___ Supplied records

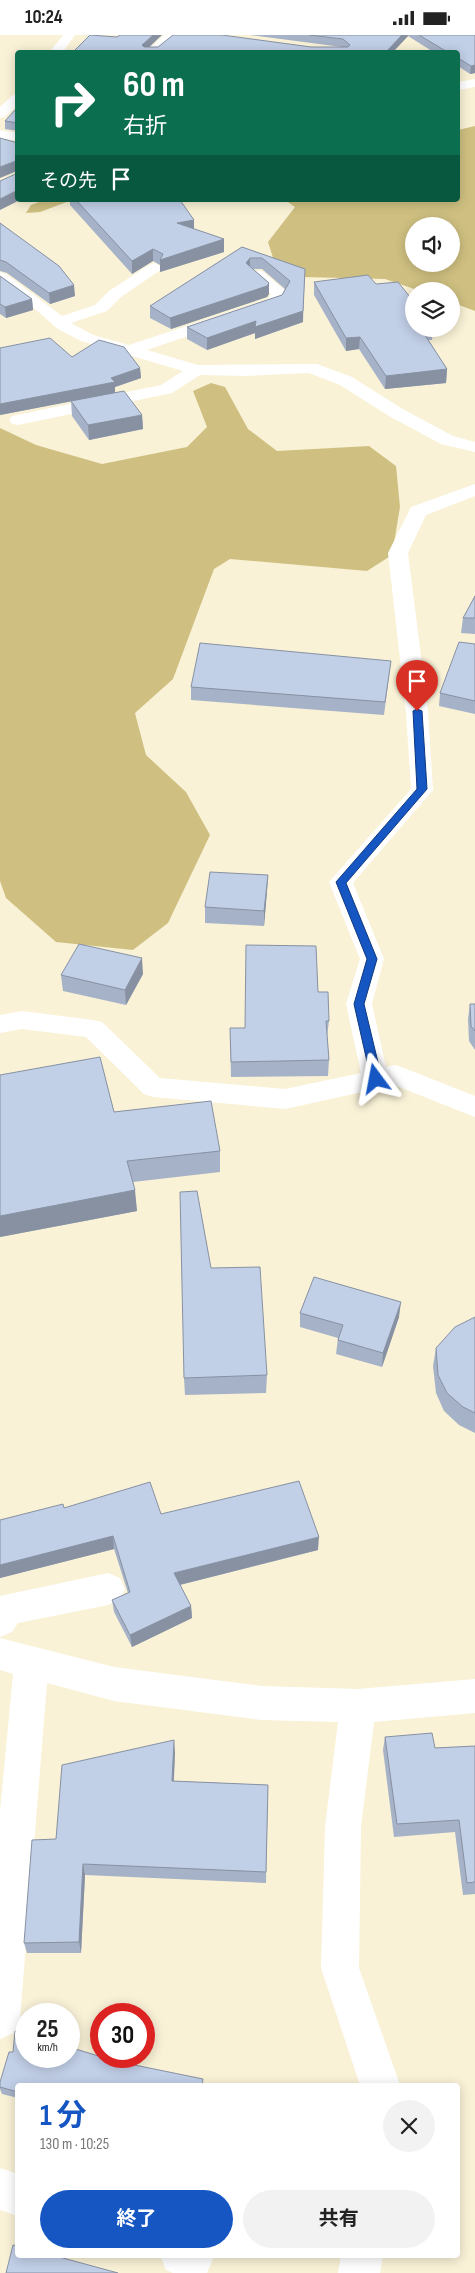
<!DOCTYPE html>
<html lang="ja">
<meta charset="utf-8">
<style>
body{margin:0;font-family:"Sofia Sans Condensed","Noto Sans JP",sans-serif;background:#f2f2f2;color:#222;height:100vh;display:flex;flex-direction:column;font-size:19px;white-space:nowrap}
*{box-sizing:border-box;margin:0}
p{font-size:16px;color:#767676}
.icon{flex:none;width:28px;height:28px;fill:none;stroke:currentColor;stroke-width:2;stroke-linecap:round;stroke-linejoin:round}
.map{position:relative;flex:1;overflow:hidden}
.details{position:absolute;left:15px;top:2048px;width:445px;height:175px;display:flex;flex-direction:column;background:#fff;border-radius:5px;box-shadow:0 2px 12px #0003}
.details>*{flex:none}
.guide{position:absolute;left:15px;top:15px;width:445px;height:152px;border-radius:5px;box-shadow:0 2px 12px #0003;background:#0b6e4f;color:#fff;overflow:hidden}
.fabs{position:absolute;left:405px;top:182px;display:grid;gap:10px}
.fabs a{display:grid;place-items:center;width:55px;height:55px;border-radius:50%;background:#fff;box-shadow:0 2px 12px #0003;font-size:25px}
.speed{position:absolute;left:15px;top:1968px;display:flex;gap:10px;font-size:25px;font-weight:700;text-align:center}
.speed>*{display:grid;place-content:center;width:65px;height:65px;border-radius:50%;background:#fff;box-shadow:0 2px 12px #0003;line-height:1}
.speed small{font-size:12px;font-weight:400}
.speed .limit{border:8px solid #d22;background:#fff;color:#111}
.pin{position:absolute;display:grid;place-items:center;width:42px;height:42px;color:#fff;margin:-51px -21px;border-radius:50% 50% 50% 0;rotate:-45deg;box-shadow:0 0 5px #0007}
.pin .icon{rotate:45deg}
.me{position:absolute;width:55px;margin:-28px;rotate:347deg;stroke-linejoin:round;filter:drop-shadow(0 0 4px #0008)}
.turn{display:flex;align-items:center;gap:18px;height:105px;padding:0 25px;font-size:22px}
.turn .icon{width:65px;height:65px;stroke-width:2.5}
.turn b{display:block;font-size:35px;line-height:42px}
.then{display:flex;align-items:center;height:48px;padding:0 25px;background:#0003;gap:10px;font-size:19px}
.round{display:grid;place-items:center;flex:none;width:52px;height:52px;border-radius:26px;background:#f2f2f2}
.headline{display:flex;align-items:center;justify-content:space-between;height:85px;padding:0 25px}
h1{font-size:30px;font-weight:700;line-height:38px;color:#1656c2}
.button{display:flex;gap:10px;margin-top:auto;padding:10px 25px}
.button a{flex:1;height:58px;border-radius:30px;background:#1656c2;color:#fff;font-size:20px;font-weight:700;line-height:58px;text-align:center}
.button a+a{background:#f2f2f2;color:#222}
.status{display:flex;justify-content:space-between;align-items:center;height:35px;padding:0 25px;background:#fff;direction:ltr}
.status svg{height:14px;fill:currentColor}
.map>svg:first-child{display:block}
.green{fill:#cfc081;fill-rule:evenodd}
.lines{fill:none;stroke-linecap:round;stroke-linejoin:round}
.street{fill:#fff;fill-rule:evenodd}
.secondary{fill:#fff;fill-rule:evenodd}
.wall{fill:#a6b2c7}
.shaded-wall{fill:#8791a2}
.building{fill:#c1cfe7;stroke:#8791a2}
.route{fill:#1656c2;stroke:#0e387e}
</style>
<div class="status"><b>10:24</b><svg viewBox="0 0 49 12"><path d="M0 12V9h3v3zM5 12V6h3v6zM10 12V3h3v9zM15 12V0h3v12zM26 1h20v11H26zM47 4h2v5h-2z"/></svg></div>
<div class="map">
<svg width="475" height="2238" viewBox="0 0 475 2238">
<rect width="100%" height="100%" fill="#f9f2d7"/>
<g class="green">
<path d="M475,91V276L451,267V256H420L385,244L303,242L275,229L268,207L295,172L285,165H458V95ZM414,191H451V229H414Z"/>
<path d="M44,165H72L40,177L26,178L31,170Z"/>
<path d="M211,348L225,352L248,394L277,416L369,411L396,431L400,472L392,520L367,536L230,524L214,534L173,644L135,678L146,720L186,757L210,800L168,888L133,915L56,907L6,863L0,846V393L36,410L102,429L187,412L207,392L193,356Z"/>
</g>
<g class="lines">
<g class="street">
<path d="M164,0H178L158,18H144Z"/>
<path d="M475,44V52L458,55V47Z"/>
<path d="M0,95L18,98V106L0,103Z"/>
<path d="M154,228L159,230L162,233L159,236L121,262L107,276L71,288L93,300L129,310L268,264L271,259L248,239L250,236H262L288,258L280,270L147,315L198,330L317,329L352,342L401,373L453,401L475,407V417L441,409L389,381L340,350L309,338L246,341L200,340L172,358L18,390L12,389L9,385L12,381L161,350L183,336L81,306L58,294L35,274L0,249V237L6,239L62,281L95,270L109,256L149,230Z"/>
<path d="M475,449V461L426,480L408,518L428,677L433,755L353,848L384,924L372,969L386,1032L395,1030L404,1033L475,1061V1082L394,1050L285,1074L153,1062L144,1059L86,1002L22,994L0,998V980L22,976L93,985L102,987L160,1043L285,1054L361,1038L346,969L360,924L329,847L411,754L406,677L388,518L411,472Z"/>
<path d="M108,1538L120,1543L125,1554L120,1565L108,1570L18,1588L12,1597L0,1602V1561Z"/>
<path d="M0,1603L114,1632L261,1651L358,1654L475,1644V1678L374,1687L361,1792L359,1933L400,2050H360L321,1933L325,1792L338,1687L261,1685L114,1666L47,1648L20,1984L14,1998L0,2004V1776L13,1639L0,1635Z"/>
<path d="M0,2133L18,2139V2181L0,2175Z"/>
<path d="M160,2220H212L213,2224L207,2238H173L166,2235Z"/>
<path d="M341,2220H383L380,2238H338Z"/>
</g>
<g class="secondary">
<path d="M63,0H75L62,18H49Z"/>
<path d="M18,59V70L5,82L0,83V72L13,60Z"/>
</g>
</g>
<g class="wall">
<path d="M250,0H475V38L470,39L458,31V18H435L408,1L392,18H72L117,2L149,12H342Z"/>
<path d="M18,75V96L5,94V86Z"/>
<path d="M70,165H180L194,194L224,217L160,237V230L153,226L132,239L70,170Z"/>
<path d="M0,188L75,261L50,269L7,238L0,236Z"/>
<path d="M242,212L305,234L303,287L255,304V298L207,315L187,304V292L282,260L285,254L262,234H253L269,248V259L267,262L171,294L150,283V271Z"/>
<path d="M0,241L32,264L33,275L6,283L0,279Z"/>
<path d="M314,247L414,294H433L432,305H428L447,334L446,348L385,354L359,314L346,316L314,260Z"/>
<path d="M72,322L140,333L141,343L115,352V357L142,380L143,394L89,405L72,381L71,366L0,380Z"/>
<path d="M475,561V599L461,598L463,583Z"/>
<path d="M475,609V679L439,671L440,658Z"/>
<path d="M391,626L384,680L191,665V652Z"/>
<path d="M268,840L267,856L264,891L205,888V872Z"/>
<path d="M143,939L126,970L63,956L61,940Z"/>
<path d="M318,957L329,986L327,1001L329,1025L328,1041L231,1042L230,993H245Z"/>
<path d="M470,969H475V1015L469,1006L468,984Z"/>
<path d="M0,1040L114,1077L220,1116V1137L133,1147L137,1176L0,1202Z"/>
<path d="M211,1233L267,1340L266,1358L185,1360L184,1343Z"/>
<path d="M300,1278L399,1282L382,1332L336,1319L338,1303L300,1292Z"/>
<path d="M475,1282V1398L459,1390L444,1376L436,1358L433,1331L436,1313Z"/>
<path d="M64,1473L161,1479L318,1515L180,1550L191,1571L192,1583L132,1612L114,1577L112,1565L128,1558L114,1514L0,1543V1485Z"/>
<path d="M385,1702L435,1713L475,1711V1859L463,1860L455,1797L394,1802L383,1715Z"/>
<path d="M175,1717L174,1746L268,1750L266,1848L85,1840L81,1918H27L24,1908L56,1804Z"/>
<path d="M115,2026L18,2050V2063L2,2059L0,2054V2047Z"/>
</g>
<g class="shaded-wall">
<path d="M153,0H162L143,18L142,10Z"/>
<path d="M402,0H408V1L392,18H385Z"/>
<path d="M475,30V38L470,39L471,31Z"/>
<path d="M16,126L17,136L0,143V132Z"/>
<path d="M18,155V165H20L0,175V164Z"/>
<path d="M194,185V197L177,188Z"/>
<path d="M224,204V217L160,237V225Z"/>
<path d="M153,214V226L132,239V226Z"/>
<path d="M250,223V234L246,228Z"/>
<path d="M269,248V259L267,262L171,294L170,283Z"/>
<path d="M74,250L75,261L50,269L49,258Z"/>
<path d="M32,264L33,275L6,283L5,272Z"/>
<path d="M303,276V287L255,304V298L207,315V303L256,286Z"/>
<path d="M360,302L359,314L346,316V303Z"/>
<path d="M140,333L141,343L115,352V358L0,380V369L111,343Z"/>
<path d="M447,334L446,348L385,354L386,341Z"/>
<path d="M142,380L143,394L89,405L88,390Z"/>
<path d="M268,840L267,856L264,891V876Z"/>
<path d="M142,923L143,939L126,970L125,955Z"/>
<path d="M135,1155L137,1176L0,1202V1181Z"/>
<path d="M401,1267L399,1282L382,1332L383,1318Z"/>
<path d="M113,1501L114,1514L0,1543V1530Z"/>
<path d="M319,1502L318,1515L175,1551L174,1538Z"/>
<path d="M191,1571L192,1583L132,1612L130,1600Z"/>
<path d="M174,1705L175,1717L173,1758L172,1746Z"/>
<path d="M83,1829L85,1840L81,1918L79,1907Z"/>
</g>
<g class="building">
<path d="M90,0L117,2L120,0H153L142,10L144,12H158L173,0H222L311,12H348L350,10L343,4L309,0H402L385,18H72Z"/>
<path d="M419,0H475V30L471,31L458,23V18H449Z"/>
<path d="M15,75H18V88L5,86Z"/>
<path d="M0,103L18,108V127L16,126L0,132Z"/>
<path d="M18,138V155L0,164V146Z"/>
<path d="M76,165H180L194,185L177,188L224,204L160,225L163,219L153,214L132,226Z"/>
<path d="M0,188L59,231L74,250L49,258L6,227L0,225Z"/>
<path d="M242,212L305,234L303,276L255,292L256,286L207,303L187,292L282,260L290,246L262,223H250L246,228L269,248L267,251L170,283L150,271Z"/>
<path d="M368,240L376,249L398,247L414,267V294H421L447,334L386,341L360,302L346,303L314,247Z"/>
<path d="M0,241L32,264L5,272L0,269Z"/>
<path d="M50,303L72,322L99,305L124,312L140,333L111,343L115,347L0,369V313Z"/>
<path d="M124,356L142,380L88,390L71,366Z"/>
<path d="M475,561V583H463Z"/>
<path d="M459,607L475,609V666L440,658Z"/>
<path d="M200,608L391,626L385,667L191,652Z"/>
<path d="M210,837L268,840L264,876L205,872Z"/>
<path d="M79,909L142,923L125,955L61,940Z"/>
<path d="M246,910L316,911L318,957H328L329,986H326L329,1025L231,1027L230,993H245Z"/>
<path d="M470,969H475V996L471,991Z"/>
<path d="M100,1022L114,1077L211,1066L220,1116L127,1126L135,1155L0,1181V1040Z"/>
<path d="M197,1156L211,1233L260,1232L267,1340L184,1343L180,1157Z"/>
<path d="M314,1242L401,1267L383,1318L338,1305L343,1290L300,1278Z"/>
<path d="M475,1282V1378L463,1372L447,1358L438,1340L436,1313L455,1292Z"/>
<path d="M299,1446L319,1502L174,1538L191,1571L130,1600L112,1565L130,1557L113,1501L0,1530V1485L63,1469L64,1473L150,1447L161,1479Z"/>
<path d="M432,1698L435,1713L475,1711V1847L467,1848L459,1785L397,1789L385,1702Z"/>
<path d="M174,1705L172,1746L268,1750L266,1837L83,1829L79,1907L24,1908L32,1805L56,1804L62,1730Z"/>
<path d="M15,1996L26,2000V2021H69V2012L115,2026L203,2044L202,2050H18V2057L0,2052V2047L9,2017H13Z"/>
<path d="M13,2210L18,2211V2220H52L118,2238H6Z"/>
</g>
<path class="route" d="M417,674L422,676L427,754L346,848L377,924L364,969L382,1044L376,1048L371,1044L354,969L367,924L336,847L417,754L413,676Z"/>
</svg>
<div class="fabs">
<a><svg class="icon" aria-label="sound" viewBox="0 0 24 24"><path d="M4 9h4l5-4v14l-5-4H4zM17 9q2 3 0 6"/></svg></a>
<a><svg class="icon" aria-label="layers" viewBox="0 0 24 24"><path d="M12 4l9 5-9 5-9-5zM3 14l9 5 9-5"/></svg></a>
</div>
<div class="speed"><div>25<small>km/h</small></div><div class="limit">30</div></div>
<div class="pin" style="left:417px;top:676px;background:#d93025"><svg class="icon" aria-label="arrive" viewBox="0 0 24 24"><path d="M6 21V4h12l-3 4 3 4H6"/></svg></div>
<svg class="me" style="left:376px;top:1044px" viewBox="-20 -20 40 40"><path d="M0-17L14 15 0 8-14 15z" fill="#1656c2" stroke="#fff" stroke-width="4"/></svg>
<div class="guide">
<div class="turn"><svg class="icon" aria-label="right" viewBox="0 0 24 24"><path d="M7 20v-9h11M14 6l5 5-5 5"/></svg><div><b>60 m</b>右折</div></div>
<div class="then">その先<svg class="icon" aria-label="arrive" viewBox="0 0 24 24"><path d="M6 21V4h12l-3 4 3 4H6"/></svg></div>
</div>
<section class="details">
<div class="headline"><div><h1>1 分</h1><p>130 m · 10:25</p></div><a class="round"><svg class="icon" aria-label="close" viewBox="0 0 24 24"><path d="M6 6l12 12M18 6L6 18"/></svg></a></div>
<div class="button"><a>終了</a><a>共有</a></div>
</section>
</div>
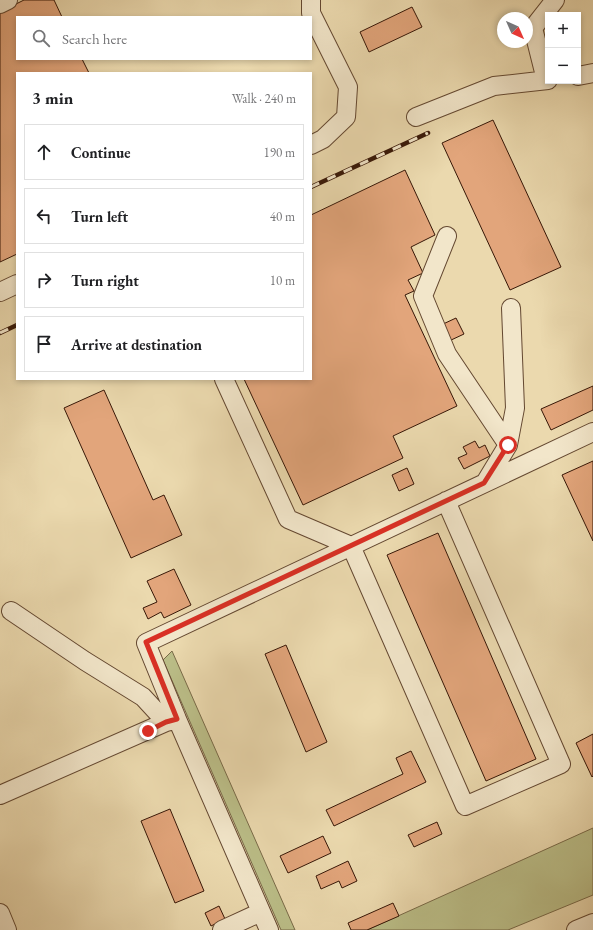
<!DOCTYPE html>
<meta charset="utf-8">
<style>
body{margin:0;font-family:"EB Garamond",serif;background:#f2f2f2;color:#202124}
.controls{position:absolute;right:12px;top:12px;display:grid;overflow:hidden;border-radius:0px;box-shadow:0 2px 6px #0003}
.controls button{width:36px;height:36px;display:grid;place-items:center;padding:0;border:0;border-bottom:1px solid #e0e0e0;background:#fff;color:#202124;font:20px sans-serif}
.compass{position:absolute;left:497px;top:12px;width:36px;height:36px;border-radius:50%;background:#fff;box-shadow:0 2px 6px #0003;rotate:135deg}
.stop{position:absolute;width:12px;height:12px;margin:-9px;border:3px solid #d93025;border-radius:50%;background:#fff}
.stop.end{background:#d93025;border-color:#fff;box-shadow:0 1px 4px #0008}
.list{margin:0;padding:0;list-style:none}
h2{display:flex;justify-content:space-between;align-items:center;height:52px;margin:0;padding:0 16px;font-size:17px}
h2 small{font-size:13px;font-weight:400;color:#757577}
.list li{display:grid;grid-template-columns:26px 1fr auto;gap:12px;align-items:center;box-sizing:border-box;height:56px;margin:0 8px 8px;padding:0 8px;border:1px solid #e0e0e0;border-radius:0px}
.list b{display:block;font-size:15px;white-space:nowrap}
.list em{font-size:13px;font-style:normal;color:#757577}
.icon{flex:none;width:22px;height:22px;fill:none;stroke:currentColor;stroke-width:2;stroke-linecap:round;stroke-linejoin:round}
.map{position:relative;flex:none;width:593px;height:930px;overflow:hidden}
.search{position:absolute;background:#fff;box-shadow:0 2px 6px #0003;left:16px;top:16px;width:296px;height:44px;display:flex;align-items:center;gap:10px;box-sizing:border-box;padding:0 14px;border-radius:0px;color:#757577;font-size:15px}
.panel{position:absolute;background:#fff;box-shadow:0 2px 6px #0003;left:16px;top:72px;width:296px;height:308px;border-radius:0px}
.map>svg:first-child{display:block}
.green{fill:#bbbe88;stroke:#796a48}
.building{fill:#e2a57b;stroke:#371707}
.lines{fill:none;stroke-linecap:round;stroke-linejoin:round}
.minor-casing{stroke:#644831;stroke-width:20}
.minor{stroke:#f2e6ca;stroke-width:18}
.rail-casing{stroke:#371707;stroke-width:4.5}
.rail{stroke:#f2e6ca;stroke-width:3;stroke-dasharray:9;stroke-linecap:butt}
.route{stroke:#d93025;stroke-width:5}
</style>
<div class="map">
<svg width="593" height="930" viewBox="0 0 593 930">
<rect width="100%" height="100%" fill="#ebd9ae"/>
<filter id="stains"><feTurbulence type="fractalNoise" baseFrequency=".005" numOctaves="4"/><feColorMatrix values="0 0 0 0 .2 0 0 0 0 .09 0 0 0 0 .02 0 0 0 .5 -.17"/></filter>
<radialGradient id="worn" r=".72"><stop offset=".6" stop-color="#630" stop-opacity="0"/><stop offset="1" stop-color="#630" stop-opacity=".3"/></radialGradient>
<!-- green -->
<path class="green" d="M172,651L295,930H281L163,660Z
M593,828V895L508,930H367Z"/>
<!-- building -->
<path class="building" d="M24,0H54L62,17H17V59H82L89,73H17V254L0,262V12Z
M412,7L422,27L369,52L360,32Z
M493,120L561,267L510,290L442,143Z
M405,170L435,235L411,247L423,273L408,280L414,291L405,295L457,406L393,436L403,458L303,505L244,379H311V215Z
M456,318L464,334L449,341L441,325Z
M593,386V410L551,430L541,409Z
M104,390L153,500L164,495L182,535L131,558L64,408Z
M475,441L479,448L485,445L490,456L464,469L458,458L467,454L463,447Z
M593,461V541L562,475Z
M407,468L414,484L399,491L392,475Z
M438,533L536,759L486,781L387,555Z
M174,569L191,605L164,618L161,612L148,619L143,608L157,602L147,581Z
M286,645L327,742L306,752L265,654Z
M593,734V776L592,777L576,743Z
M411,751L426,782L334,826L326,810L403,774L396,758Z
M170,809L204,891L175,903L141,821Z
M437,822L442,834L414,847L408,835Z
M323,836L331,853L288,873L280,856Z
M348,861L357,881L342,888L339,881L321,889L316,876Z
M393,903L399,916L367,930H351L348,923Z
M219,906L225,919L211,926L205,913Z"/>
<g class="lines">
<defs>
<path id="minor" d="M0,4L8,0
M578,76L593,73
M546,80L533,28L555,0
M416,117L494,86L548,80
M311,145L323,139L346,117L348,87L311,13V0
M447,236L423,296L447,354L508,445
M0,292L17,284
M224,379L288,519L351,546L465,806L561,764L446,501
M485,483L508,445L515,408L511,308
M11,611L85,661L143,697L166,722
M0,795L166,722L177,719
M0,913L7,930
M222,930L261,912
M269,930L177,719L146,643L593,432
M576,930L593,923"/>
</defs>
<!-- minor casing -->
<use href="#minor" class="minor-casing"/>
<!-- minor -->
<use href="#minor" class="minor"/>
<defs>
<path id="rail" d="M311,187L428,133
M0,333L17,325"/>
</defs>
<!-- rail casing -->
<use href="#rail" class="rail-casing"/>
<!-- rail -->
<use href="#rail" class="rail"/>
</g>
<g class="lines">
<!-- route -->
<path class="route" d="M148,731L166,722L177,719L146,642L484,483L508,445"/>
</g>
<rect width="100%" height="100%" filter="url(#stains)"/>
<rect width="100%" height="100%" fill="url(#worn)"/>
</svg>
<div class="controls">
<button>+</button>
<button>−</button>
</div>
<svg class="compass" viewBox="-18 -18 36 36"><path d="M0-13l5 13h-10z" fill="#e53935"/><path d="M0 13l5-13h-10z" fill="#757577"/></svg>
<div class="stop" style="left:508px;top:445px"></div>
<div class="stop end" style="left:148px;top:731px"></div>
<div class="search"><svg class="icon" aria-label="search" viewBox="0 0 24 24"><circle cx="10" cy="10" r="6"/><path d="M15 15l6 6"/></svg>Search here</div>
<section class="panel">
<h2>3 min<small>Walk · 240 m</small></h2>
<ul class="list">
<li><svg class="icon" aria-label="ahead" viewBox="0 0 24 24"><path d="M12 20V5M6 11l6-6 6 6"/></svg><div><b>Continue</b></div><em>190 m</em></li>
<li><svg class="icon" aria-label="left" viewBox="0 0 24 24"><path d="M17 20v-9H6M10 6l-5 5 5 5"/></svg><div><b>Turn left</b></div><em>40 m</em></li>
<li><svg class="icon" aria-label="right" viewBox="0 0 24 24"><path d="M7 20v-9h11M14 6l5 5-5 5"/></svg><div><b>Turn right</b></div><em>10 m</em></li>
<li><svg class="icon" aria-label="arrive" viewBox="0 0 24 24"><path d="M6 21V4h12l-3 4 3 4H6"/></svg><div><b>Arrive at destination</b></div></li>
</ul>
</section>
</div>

______

▸ **Task requirements**: Please return all lines above in which the string "building" is found.

▸ **Result for this exercise**:
.building{fill:#c1cfe7;stroke:#8791a2}
<g class="building">
.building{fill:#e2a57b;stroke:#371707}
<!-- building -->
<path class="building" d="M24,0H54L62,17H17V59H82L89,73H17V254L0,262V12Z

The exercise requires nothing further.